■ **Exercise inputs**
**********
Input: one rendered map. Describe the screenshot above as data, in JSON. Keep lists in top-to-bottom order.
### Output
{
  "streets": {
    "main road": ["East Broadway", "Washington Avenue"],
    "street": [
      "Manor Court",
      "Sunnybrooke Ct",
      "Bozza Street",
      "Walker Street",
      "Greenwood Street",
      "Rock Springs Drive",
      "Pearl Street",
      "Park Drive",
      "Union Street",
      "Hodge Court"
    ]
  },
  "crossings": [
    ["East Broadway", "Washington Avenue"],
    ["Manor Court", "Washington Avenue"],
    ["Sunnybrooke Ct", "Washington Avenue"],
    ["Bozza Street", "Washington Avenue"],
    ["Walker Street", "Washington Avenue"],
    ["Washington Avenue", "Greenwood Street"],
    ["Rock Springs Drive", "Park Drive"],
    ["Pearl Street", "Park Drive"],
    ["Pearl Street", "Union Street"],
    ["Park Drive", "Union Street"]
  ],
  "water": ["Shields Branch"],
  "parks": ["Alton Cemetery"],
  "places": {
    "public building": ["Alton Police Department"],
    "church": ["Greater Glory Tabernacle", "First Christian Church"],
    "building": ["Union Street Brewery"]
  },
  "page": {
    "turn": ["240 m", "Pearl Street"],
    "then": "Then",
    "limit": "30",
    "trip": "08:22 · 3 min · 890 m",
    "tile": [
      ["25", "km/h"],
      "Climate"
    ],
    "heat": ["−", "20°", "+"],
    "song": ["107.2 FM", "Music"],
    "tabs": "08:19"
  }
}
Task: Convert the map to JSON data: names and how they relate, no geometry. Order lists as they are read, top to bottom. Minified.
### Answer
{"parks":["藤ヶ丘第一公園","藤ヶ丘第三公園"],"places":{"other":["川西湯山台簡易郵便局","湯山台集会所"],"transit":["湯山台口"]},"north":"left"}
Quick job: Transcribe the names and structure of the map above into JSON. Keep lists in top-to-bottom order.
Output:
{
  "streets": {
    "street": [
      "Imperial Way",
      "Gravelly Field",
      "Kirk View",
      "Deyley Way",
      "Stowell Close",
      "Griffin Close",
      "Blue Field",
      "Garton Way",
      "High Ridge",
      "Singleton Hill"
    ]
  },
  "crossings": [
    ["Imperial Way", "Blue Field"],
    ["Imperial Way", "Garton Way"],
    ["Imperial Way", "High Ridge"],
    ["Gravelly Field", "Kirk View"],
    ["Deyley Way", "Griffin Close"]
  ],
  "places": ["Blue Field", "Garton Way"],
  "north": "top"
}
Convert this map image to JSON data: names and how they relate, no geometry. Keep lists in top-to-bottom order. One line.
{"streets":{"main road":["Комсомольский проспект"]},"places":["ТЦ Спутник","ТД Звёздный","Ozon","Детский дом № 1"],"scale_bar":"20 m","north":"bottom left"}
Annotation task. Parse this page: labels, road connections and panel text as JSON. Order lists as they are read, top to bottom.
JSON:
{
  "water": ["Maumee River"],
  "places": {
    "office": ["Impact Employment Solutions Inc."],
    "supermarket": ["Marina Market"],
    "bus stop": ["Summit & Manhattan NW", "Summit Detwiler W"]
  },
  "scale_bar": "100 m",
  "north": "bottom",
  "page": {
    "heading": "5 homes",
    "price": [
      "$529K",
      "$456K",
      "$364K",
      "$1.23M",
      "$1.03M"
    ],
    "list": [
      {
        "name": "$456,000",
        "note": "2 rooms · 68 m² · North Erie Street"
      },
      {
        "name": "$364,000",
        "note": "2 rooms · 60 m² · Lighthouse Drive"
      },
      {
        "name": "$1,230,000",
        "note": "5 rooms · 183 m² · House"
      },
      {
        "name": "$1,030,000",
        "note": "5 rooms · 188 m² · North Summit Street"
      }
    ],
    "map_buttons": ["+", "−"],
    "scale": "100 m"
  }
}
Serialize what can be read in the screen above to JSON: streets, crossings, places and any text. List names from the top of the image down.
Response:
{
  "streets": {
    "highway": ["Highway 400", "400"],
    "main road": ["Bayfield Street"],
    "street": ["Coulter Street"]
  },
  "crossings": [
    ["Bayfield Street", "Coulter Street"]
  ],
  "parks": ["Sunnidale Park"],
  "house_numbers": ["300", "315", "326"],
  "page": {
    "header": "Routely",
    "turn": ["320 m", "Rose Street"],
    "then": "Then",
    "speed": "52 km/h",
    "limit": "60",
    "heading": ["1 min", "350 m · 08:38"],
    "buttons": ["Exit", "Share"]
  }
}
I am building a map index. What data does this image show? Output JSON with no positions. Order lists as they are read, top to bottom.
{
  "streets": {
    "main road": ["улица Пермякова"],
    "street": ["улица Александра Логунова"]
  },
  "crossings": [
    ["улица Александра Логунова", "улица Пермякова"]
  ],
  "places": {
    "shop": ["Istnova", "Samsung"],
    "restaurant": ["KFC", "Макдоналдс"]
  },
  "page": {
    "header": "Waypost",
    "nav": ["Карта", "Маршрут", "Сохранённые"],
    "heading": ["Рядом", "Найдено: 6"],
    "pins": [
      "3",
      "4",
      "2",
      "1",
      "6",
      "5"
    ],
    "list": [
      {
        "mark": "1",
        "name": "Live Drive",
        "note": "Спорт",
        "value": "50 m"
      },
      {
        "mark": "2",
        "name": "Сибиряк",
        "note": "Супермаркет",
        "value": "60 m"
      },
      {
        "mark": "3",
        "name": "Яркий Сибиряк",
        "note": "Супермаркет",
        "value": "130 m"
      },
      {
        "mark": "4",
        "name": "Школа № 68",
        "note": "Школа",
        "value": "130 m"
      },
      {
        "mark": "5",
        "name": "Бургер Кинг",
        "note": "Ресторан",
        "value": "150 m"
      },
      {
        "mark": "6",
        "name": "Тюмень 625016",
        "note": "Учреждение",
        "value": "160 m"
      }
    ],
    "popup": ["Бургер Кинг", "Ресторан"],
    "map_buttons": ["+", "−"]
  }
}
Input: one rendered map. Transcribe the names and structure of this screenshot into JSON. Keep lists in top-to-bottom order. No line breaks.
**********
■ **Work to complete**
Output all of the entries without altering a single word.

■ **Written reply**
Input: one rendered map. Describe the screenshot above as data, in JSON. Keep lists in top-to-bottom order.
### Output
{
  "streets": {
    "main road": ["East Broadway", "Washington Avenue"],
    "street": [
      "Manor Court",
      "Sunnybrooke Ct",
      "Bozza Street",
      "Walker Street",
      "Greenwood Street",
      "Rock Springs Drive",
      "Pearl Street",
      "Park Drive",
      "Union Street",
      "Hodge Court"
    ]
  },
  "crossings": [
    ["East Broadway", "Washington Avenue"],
    ["Manor Court", "Washington Avenue"],
    ["Sunnybrooke Ct", "Washington Avenue"],
    ["Bozza Street", "Washington Avenue"],
    ["Walker Street", "Washington Avenue"],
    ["Washington Avenue", "Greenwood Street"],
    ["Rock Springs Drive", "Park Drive"],
    ["Pearl Street", "Park Drive"],
    ["Pearl Street", "Union Street"],
    ["Park Drive", "Union Street"]
  ],
  "water": ["Shields Branch"],
  "parks": ["Alton Cemetery"],
  "places": {
    "public building": ["Alton Police Department"],
    "church": ["Greater Glory Tabernacle", "First Christian Church"],
    "building": ["Union Street Brewery"]
  },
  "page": {
    "turn": ["240 m", "Pearl Street"],
    "then": "Then",
    "limit": "30",
    "trip": "08:22 · 3 min · 890 m",
    "tile": [
      ["25", "km/h"],
      "Climate"
    ],
    "heat": ["−", "20°", "+"],
    "song": ["107.2 FM", "Music"],
    "tabs": "08:19"
  }
}
Task: Convert the map to JSON data: names and how they relate, no geometry. Order lists as they are read, top to bottom. Minified.
### Answer
{"parks":["藤ヶ丘第一公園","藤ヶ丘第三公園"],"places":{"other":["川西湯山台簡易郵便局","湯山台集会所"],"transit":["湯山台口"]},"north":"left"}
Quick job: Transcribe the names and structure of the map above into JSON. Keep lists in top-to-bottom order.
Output:
{
  "streets": {
    "street": [
      "Imperial Way",
      "Gravelly Field",
      "Kirk View",
      "Deyley Way",
      "Stowell Close",
      "Griffin Close",
      "Blue Field",
      "Garton Way",
      "High Ridge",
      "Singleton Hill"
    ]
  },
  "crossings": [
    ["Imperial Way", "Blue Field"],
    ["Imperial Way", "Garton Way"],
    ["Imperial Way", "High Ridge"],
    ["Gravelly Field", "Kirk View"],
    ["Deyley Way", "Griffin Close"]
  ],
  "places": ["Blue Field", "Garton Way"],
  "north": "top"
}
Convert this map image to JSON data: names and how they relate, no geometry. Keep lists in top-to-bottom order. One line.
{"streets":{"main road":["Комсомольский проспект"]},"places":["ТЦ Спутник","ТД Звёздный","Ozon","Детский дом № 1"],"scale_bar":"20 m","north":"bottom left"}
Annotation task. Parse this page: labels, road connections and panel text as JSON. Order lists as they are read, top to bottom.
JSON:
{
  "water": ["Maumee River"],
  "places": {
    "office": ["Impact Employment Solutions Inc."],
    "supermarket": ["Marina Market"],
    "bus stop": ["Summit & Manhattan NW", "Summit Detwiler W"]
  },
  "scale_bar": "100 m",
  "north": "bottom",
  "page": {
    "heading": "5 homes",
    "price": [
      "$529K",
      "$456K",
      "$364K",
      "$1.23M",
      "$1.03M"
    ],
    "list": [
      {
        "name": "$456,000",
        "note": "2 rooms · 68 m² · North Erie Street"
      },
      {
        "name": "$364,000",
        "note": "2 rooms · 60 m² · Lighthouse Drive"
      },
      {
        "name": "$1,230,000",
        "note": "5 rooms · 183 m² · House"
      },
      {
        "name": "$1,030,000",
        "note": "5 rooms · 188 m² · North Summit Street"
      }
    ],
    "map_buttons": ["+", "−"],
    "scale": "100 m"
  }
}
Serialize what can be read in the screen above to JSON: streets, crossings, places and any text. List names from the top of the image down.
Response:
{
  "streets": {
    "highway": ["Highway 400", "400"],
    "main road": ["Bayfield Street"],
    "street": ["Coulter Street"]
  },
  "crossings": [
    ["Bayfield Street", "Coulter Street"]
  ],
  "parks": ["Sunnidale Park"],
  "house_numbers": ["300", "315", "326"],
  "page": {
    "header": "Routely",
    "turn": ["320 m", "Rose Street"],
    "then": "Then",
    "speed": "52 km/h",
    "limit": "60",
    "heading": ["1 min", "350 m · 08:38"],
    "buttons": ["Exit", "Share"]
  }
}
I am building a map index. What data does this image show? Output JSON with no positions. Order lists as they are read, top to bottom.
{
  "streets": {
    "main road": ["улица Пермякова"],
    "street": ["улица Александра Логунова"]
  },
  "crossings": [
    ["улица Александра Логунова", "улица Пермякова"]
  ],
  "places": {
    "shop": ["Istnova", "Samsung"],
    "restaurant": ["KFC", "Макдоналдс"]
  },
  "page": {
    "header": "Waypost",
    "nav": ["Карта", "Маршрут", "Сохранённые"],
    "heading": ["Рядом", "Найдено: 6"],
    "pins": [
      "3",
      "4",
      "2",
      "1",
      "6",
      "5"
    ],
    "list": [
      {
        "mark": "1",
        "name": "Live Drive",
        "note": "Спорт",
        "value": "50 m"
      },
      {
        "mark": "2",
        "name": "Сибиряк",
        "note": "Супермаркет",
        "value": "60 m"
      },
      {
        "mark": "3",
        "name": "Яркий Сибиряк",
        "note": "Супермаркет",
        "value": "130 m"
      },
      {
        "mark": "4",
        "name": "Школа № 68",
        "note": "Школа",
        "value": "130 m"
      },
      {
        "mark": "5",
        "name": "Бургер Кинг",
        "note": "Ресторан",
        "value": "150 m"
      },
      {
        "mark": "6",
        "name": "Тюмень 625016",
        "note": "Учреждение",
        "value": "160 m"
      }
    ],
    "popup": ["Бургер Кинг", "Ресторан"],
    "map_buttons": ["+", "−"]
  }
}
Input: one rendered map. Transcribe the names and structure of this screenshot into JSON. Keep lists in top-to-bottom order. No line breaks.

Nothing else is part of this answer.